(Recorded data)
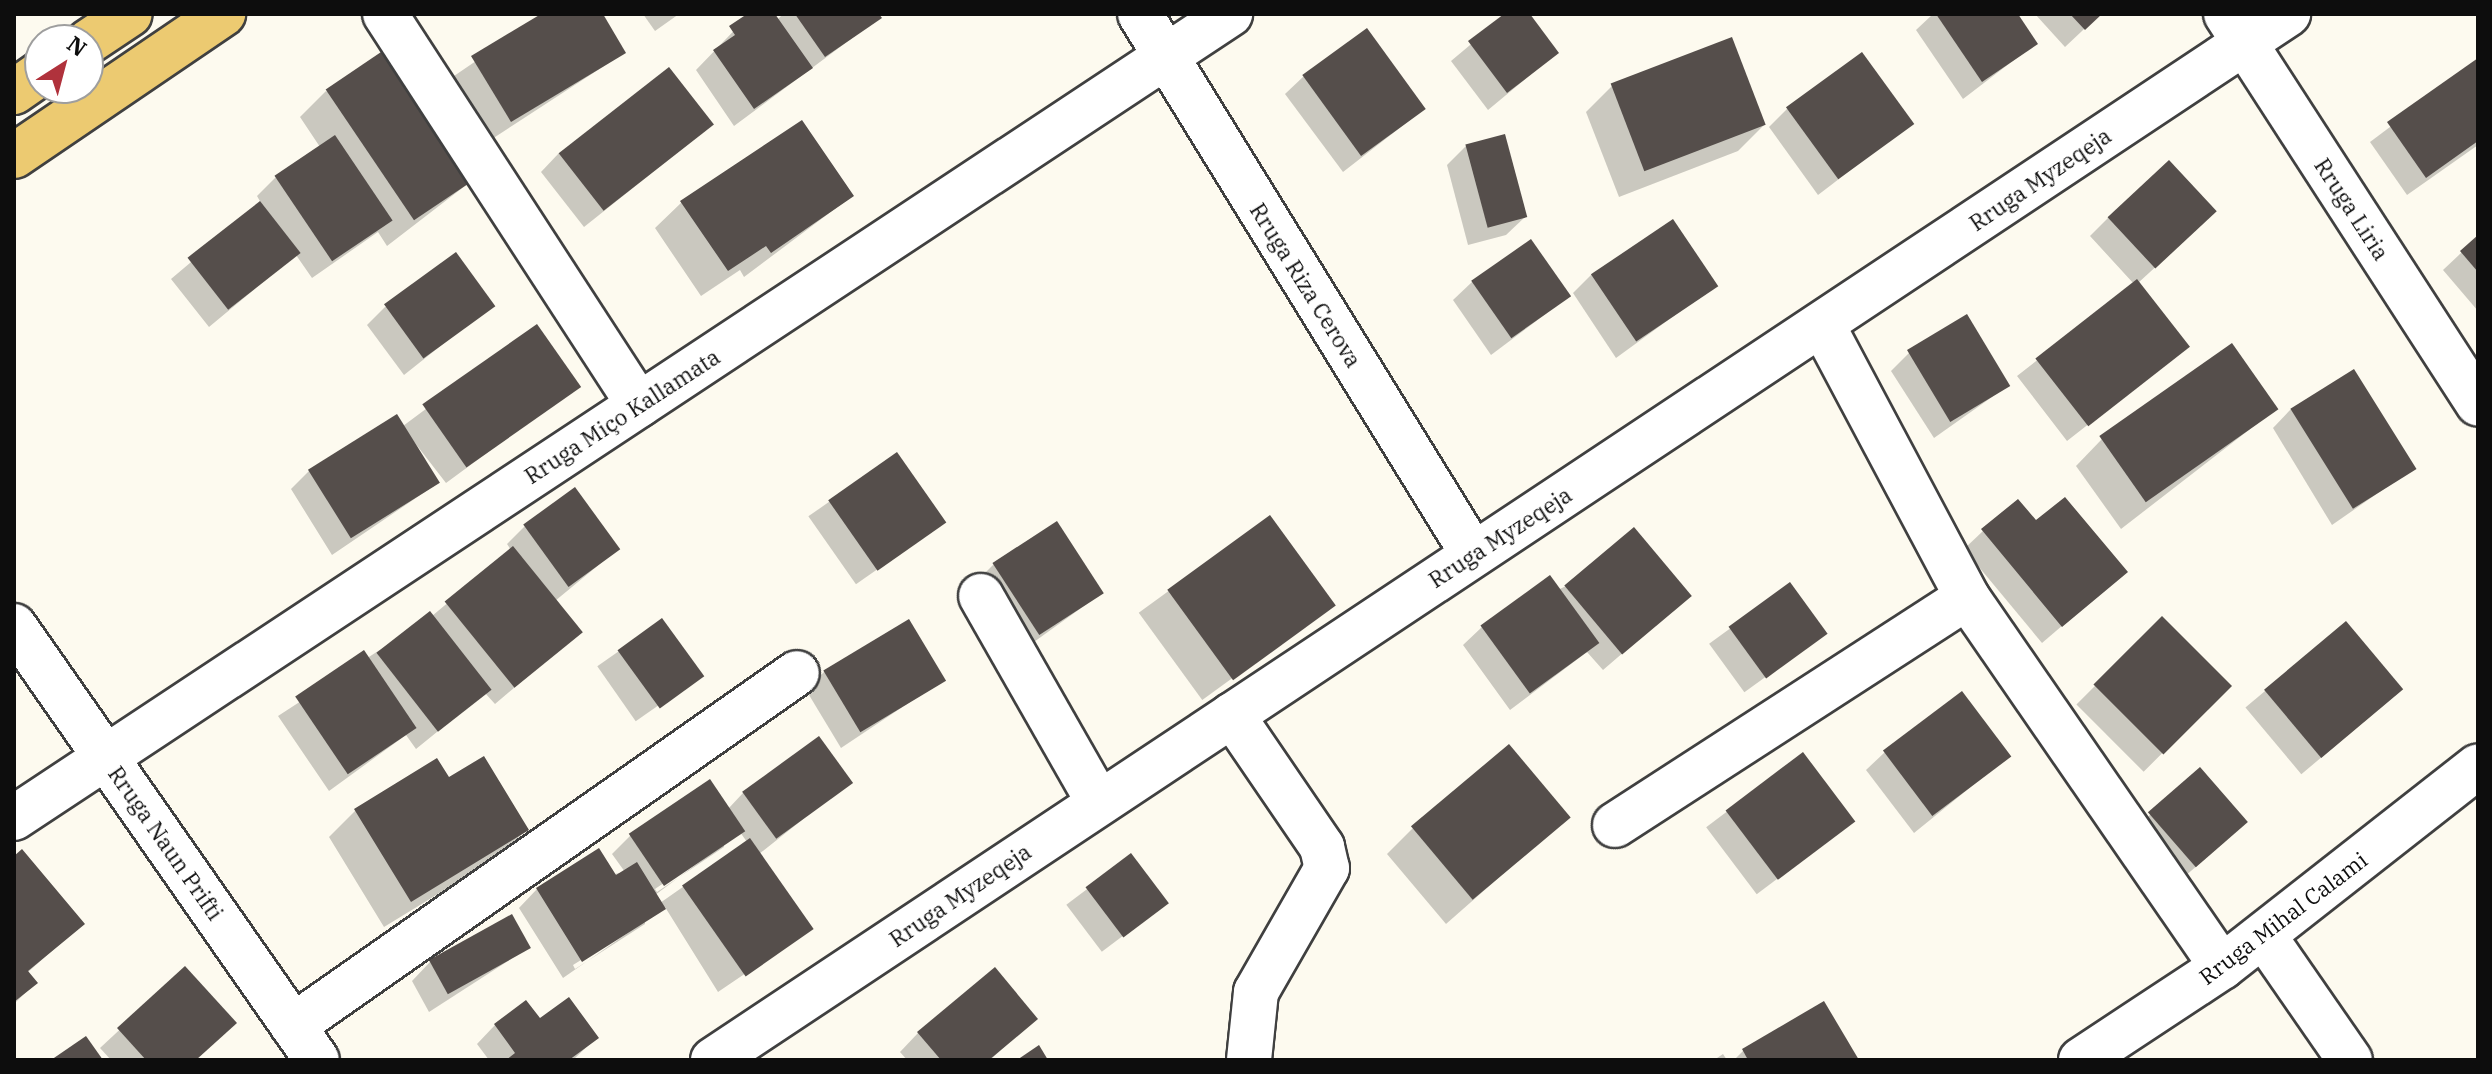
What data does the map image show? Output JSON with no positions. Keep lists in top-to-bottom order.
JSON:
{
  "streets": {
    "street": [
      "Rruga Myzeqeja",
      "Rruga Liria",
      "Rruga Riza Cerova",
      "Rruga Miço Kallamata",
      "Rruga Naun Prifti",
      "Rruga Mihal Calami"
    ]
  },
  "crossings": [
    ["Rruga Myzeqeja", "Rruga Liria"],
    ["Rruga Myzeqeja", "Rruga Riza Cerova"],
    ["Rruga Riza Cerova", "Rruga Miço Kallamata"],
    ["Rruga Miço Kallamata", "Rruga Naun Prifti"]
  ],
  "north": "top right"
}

▸ **What the task asks**: Return each line of the data, keeping its wording exact and omitting pictures.

▸ **Written answer**:
What data does the map image show? Output JSON with no positions. Keep lists in top-to-bottom order.
JSON:
{
  "streets": {
    "street": [
      "Rruga Myzeqeja",
      "Rruga Liria",
      "Rruga Riza Cerova",
      "Rruga Miço Kallamata",
      "Rruga Naun Prifti",
      "Rruga Mihal Calami"
    ]
  },
  "crossings": [
    ["Rruga Myzeqeja", "Rruga Liria"],
    ["Rruga Myzeqeja", "Rruga Riza Cerova"],
    ["Rruga Riza Cerova", "Rruga Miço Kallamata"],
    ["Rruga Miço Kallamata", "Rruga Naun Prifti"]
  ],
  "north": "top right"
}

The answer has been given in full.